Altıncı günümüz cumartesi idi ve hafta sonuna en çok yakışan yer deniz kıyısı olur düşüncesi ile düştük yollara. Bahçelievler'den çıkıp Zeytinburnu'na, Veliefendi Hipodromu'nun önünden geçen bisiklet yoluna doğru ilerledim. Bisiklet yolu projesi oldukça güzel bir proje olmuş, belirtmeden edemeyeceğim. Umarım ki olabildiğince yaygınlaşır da... Sonrasında ise bir süre Zeytinburnu Sahil Yolu paralelinde uzanan bisiklet yolu ile sonrasında ise bisiklet kullanımına uygun bir güzergah seçerek İBB Florya Dinlenme Tesisleri'ne kadar pedalladım. Özellikle bu güzergahın çok hoşuma gittiğini belirtmek isterim. Durduğum her ışıkta farklı bir soruyla karşılaştım. İnsanların tepkisi ve trafikte bana karşı gösterdikleri davranışlar oldukça hoşuma gitti. Kendini bilmez bir kaç sürücüyle karşılaşsam da üstesinden geldim. Yolun bir kısmında ise 20 kişilik bir bisiklet grubuna denk geldim. Gerçekten grup halinde yapılan bir tur tek başına yapılana göre daha farklı oluyormuş. Kısa bir ışık sohbeti bu grup içerisinden güzel bir kaç dost kazandırdı bana. Tesislere vardıktan sonra verilen kısa bir molanın ardından aynı güzergah üzerinden geri döndüm. 30 - 35 km kadar sürdü bu yolculuk. Üstelik acaba daha iyisini yapabilir miyim diye düşünmeden de edemedim.
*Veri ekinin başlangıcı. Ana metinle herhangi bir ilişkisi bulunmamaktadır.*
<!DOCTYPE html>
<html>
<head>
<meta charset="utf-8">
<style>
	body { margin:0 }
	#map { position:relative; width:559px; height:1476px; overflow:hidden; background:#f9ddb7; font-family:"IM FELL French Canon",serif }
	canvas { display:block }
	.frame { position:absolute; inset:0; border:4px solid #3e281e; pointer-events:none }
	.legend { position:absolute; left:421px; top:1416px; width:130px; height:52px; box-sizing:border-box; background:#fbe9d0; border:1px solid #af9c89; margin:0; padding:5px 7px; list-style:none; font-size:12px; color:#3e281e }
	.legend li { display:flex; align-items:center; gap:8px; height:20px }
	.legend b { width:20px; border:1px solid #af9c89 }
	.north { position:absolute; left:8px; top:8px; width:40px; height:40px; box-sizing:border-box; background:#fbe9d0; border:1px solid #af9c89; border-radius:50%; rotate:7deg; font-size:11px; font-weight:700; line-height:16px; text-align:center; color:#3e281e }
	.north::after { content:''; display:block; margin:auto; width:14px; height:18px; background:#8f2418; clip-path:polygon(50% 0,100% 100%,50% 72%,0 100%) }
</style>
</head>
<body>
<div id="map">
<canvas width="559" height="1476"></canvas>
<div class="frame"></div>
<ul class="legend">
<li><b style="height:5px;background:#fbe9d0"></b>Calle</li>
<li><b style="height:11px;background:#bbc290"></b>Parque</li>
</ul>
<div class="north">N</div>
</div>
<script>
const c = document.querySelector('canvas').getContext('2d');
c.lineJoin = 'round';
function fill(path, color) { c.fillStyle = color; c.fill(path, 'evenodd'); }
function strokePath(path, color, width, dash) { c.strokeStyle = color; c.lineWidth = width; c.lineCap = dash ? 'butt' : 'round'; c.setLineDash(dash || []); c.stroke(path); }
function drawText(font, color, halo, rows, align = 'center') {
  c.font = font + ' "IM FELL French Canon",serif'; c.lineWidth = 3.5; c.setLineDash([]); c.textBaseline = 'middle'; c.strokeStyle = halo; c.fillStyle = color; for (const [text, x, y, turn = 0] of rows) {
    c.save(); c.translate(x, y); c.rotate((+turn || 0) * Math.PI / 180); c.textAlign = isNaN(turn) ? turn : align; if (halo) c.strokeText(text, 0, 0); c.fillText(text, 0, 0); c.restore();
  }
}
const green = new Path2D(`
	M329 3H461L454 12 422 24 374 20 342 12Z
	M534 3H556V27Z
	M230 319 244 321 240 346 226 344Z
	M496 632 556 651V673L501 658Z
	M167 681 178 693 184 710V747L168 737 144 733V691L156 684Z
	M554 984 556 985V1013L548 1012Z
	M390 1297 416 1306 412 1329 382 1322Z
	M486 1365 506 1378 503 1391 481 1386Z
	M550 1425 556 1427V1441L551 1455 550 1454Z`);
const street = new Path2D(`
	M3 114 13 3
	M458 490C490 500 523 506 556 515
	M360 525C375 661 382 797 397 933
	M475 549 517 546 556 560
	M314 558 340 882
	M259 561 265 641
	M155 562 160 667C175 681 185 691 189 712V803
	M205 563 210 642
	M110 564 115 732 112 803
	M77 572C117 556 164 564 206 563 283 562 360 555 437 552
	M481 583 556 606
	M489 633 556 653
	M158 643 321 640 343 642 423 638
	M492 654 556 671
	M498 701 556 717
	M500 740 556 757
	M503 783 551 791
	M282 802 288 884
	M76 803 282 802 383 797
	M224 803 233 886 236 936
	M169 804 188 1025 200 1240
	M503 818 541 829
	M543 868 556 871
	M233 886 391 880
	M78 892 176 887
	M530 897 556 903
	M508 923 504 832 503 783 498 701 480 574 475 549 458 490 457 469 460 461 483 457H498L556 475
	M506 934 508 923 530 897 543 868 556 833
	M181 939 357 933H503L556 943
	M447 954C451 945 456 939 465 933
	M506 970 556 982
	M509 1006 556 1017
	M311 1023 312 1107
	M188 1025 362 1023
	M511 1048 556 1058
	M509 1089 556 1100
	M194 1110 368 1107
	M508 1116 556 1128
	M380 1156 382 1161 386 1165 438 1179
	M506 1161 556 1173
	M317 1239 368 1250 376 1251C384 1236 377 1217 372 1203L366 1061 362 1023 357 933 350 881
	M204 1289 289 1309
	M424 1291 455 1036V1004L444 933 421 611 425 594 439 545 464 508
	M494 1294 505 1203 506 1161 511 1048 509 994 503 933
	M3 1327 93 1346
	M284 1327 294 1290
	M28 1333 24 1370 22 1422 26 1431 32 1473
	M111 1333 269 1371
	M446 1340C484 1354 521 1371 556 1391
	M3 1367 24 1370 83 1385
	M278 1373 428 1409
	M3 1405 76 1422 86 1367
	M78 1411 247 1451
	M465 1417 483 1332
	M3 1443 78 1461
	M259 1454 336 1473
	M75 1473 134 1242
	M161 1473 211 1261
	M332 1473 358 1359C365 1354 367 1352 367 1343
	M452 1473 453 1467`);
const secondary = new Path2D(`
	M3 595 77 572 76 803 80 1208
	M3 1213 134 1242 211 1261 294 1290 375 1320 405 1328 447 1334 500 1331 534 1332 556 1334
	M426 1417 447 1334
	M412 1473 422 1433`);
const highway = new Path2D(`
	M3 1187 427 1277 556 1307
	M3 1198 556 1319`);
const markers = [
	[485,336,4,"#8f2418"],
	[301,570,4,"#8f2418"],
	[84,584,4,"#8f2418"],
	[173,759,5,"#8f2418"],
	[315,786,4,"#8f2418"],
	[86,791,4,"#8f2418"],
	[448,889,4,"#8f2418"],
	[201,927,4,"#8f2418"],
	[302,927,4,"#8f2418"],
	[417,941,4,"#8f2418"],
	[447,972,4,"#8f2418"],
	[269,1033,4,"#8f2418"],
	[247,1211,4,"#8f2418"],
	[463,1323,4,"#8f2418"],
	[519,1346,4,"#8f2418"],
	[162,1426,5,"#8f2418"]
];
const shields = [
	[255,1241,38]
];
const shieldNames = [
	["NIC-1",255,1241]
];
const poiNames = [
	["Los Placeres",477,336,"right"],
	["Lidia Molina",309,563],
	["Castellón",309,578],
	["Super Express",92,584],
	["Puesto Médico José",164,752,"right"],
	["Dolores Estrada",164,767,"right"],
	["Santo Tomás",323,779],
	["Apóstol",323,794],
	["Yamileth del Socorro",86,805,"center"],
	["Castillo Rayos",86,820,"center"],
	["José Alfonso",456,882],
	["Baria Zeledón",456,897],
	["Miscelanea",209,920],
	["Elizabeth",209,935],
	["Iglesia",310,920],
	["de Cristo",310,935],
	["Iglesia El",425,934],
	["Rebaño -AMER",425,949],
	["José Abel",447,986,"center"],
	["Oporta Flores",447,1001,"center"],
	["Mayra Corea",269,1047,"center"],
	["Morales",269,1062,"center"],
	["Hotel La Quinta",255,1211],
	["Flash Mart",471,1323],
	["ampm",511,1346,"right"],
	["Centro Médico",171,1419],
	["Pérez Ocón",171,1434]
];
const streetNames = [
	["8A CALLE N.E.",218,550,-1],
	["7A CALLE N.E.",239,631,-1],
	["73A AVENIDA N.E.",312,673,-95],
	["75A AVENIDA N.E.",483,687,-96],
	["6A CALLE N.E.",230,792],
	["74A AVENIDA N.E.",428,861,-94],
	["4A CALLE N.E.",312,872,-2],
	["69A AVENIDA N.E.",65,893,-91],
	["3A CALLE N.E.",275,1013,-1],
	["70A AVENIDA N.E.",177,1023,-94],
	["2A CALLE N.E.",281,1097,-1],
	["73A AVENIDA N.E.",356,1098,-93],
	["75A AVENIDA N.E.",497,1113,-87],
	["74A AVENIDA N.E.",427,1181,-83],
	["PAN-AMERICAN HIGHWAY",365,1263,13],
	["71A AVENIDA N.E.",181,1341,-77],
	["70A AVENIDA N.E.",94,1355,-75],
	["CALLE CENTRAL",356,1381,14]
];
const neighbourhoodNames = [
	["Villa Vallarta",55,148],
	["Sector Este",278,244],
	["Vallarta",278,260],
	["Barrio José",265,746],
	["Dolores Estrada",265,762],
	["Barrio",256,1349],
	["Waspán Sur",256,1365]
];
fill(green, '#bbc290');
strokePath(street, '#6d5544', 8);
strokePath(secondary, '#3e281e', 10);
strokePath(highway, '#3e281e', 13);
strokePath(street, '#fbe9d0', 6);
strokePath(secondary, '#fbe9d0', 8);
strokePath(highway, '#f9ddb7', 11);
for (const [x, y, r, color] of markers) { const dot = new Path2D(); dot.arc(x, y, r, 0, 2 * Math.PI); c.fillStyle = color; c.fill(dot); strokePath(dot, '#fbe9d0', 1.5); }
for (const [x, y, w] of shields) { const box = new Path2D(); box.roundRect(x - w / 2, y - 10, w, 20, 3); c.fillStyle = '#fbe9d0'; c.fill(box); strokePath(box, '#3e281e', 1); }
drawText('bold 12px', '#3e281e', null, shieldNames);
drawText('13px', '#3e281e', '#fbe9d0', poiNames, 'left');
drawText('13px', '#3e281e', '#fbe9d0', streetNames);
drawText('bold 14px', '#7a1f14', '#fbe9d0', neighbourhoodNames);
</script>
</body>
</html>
Yedinci günümüzde herkesin aksine erkenden uyandım ve güne güzel bir kahvaltıyla başladım. Saat 10:00 sularında çıktım evden. İstikamet bu kez Tarihi Yarımada Turu - Beşiktaş ve Sahilyolu üzerinden ev şeklinde idi. Üstelik bu kez ilk defa E5'e de çıkacaktım (Evet, bisiklet sürücüleri gerekli ikaz ekipmanları ve kask kullanarak karayollarına çıkabiliyorlar. Yolun en sağından (arıza şeridi de dahil) seyretmek zorundalar) İncirli köprüsünden E5'e girdim ve Aksaray'a doğru pedallamaya başladım. Çapa dolaylarına geldiğimde "bisikletle Ankara'ya gitmek istiyorum" diyen bir hocam vardı, onu aradım. Tesadüf bu ya oda tura çıkacakmış. Bir süre onu bekledim, hem bu arada dinlenmiş de oldum. Aksaray üzerinden Beyazıt'a oradan da Çemberlitaş - Gülhane - Sirkeci - Kabataş hattını takip ederek Beşiktaş'a kadar pedal çevirdik. Yol üzerinden geçerken de Sirkeci'de hocamın bisikletini aldığı yere uğrayıp bisikletine ufak tefek bir kaç bakım yaptırdık.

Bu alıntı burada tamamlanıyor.